ANC surveillance based on routine program data offers multiple potential advantages over UAT-based serosurveillance. First, this approach adheres to the WHO and UNAIDS guidelines by guaranteeing that all HIV serostatus data used for surveillance come from HIV testing that ensures—as per routine clinical practice—that pregnant women have the informed and free choice to accept or decline (ie, opt out of) testing, receive pre- and posttest counseling, receive their HIV test result, and are referred to HIV services if the test result is positive. Second, because ANC surveillance based on routine data would eliminate or substantially reduce the need for additional training, human resources, logistics, and HIV testing associated with traditional ANC serosurveillance, such a system can significantly reduce the workload and financial costs associated with monitoring the HIV epidemic. This can improve the sustainability of surveillance systems by integrating surveillance into routine activities and data systems. Third, increased use of program data for surveillance can contribute to the monitoring, use, and strengthening of routine data and routine HIV testing to benefit program implementation, program monitoring, and surveillance.

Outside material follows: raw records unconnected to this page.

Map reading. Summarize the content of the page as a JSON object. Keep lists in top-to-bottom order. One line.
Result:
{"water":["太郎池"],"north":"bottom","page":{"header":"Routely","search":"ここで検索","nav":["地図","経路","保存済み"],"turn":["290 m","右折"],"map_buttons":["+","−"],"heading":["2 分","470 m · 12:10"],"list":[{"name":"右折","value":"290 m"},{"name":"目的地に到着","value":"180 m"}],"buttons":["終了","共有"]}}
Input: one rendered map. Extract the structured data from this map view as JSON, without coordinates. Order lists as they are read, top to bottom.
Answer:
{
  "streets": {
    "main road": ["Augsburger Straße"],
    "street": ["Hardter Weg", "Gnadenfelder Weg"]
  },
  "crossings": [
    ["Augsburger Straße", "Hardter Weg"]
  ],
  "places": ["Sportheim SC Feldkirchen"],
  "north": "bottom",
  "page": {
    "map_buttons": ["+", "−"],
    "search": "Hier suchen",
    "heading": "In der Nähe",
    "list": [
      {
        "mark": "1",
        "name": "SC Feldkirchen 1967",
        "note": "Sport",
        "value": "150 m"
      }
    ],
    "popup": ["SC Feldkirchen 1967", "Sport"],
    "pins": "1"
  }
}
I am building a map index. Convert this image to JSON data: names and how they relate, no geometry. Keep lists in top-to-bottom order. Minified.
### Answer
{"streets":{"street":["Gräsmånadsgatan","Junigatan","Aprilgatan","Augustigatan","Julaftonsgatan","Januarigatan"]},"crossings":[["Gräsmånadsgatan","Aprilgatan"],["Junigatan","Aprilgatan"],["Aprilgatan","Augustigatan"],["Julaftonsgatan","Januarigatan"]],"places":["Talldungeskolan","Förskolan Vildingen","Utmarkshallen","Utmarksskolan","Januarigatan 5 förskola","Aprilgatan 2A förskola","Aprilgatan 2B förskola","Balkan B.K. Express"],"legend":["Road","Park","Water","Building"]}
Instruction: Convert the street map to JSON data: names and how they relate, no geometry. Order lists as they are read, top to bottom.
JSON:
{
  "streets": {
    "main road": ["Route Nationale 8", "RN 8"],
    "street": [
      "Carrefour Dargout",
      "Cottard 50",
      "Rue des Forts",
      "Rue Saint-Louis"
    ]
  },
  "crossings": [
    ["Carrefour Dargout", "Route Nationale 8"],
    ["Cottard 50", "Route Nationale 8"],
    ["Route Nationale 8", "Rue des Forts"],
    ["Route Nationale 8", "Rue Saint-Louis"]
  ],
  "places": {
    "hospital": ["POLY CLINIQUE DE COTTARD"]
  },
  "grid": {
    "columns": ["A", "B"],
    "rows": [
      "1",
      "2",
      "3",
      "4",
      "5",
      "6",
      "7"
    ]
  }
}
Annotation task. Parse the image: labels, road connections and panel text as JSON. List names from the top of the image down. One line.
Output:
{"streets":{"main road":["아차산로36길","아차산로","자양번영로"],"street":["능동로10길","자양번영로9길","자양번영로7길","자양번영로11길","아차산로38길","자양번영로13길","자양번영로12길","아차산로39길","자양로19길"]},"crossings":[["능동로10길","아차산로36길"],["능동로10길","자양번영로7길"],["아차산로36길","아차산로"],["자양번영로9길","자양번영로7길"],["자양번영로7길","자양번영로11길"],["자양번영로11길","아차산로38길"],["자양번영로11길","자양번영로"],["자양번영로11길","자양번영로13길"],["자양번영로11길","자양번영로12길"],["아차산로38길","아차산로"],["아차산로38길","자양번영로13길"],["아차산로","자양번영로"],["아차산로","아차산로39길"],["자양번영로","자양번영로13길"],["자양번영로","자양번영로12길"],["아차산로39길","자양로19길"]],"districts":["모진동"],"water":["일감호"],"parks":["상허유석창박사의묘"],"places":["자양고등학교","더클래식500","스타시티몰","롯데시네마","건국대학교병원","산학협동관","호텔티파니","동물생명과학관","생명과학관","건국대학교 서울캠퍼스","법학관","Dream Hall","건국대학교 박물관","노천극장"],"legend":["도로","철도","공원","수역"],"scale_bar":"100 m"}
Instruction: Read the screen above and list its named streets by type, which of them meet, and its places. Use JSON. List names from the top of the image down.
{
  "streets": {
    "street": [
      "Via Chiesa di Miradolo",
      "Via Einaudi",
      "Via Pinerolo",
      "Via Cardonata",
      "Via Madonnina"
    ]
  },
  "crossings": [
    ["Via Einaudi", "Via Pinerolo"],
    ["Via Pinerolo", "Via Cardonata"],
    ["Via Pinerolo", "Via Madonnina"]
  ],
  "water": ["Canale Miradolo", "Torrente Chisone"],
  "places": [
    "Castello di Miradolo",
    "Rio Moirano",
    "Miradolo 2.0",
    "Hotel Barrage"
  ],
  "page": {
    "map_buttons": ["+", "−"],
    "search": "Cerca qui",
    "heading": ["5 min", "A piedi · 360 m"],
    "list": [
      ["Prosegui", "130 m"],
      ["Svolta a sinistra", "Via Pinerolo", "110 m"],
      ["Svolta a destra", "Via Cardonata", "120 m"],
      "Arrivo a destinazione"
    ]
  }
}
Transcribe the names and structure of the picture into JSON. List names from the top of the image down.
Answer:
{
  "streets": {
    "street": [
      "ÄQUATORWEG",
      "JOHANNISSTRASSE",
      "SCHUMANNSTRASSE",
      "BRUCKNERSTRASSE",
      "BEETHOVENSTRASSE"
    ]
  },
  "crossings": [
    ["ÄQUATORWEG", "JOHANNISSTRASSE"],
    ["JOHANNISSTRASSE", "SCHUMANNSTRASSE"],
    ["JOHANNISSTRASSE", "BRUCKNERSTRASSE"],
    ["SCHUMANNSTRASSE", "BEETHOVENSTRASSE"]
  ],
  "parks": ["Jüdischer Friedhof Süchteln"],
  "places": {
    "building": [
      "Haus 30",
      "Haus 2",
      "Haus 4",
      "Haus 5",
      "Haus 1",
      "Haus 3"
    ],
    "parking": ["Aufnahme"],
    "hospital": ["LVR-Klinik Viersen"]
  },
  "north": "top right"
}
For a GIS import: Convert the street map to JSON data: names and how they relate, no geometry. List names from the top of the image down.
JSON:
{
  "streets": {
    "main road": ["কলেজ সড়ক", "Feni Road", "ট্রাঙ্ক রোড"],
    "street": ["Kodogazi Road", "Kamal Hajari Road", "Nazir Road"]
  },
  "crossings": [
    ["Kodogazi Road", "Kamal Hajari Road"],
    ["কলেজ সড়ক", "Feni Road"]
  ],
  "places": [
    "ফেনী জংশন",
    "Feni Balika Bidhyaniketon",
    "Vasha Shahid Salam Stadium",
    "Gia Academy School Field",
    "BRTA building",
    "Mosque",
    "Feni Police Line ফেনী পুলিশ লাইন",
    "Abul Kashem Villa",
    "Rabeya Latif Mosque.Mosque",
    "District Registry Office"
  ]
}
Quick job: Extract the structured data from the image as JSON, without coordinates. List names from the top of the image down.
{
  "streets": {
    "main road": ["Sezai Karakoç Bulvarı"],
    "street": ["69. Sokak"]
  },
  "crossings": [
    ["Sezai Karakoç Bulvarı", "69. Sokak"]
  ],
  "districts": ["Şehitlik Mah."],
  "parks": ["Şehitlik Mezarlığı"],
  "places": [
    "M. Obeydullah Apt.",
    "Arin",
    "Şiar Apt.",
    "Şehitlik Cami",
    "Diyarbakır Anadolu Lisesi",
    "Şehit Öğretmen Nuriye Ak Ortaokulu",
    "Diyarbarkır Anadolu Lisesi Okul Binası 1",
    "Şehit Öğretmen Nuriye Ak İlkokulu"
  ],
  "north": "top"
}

In the context of increasing global consensus on the benefits of using routine program data for surveillance, in 2013 the WHO and UNAIDS HIV Global Surveillance Working Group, in collaboration with the US Centers for Disease Control and Prevention (CDC), published guidelines for countries to assess how routine PMTCT program data can be used for surveillance. The guidelines stressed that collaboration between surveillance, monitoring and evaluation, and program (Maternal and child health [MCH], lab, PMTCT) is foundational to the use of routine data for surveillance. Cooperation among these entities is crucial to monitor and strengthen the quality and completeness of routine PMTCT program data, the accuracy of routine PMTCT HIV testing, and quality assurance (QA) for routine PMTCT HIV testing [31].

In the context of the new WHO guidance, a broad contingent of countries has conducted studies examining how to use routine program data for surveillance. Since 2013, at least 22 countries examined or are currently examining how to use PMTCT program data for surveillance, including Angola, Botswana, Burkina Faso, Cameroon, Cote D’Ivoire, Democratic Republic of the Congo, Ethiopia, Ghana, Haiti, India, Kenya, Lesotho, Mozambique, Namibia, Nigeria, Rwanda, Senegal, Sierra Leone, South Africa, Swaziland, Zambia, and Zimbabwe [27,32-39]. As of this writing, Rwanda, Botswana, and Zimbabwe have implemented, or are implementing, rounds of surveillance among pregnant women based on routine PMTCT program data.


In September 2013, the WHO and CDC organized a consultation of African countries that had conducted assessments of how to use routine program data for ANC surveillance. The consensus was that countries are moving toward using routine data for surveillance in the coming years, and countries in attendance requested that the WHO provide technical guidance on how to operationalize the transition and to ensure the continued quality of HIV surveillance estimates and epidemic modeling estimates such as those produced by Spectrum. To this end, Guidelines for conducting HIV surveillance among pregnant women attending antenatal clinics based on routine programme data was developed by WHO and UNAIDS in collaboration with other international stakeholders and ministries of health and published in 2015 [40].

This WHO and UNAIDS guidance provides comprehensive direction for surveillance programs through each step of designing and implementing ANC surveillance based on routine program data, including ethical considerations, sample size calculations, data collection, data management, QA of surveillance activities, data analysis, surveillance monitoring, and results’ interpretation and dissemination.

Importantly, the WHO and UNAIDS guidance includes the use of routine syphilis testing data for the surveillance of syphilis among pregnant women attending ANCs. Routine syphilis testing in pregnancy is considered an essential antenatal care intervention by WHO; testing for reactive syphilis serology using rapid diagnostic tests and providing treatment of seropositive women are highly effective and cost-efficient. Historically, HIV serosurveillance of ANC attendees frequently included surveillance for maternal syphilis. This integrated approach to surveillance is both practical and epidemiologically appropriate and is reinforced in the new guidance. Furthermore, in the same way that reliance on routine testing and data for HIV surveillance can provide information to improve routine services, surveillance of maternal syphilis based on routine data can help identify gaps, and drive improvements, in the provision of routine syphilis testing and treatment services.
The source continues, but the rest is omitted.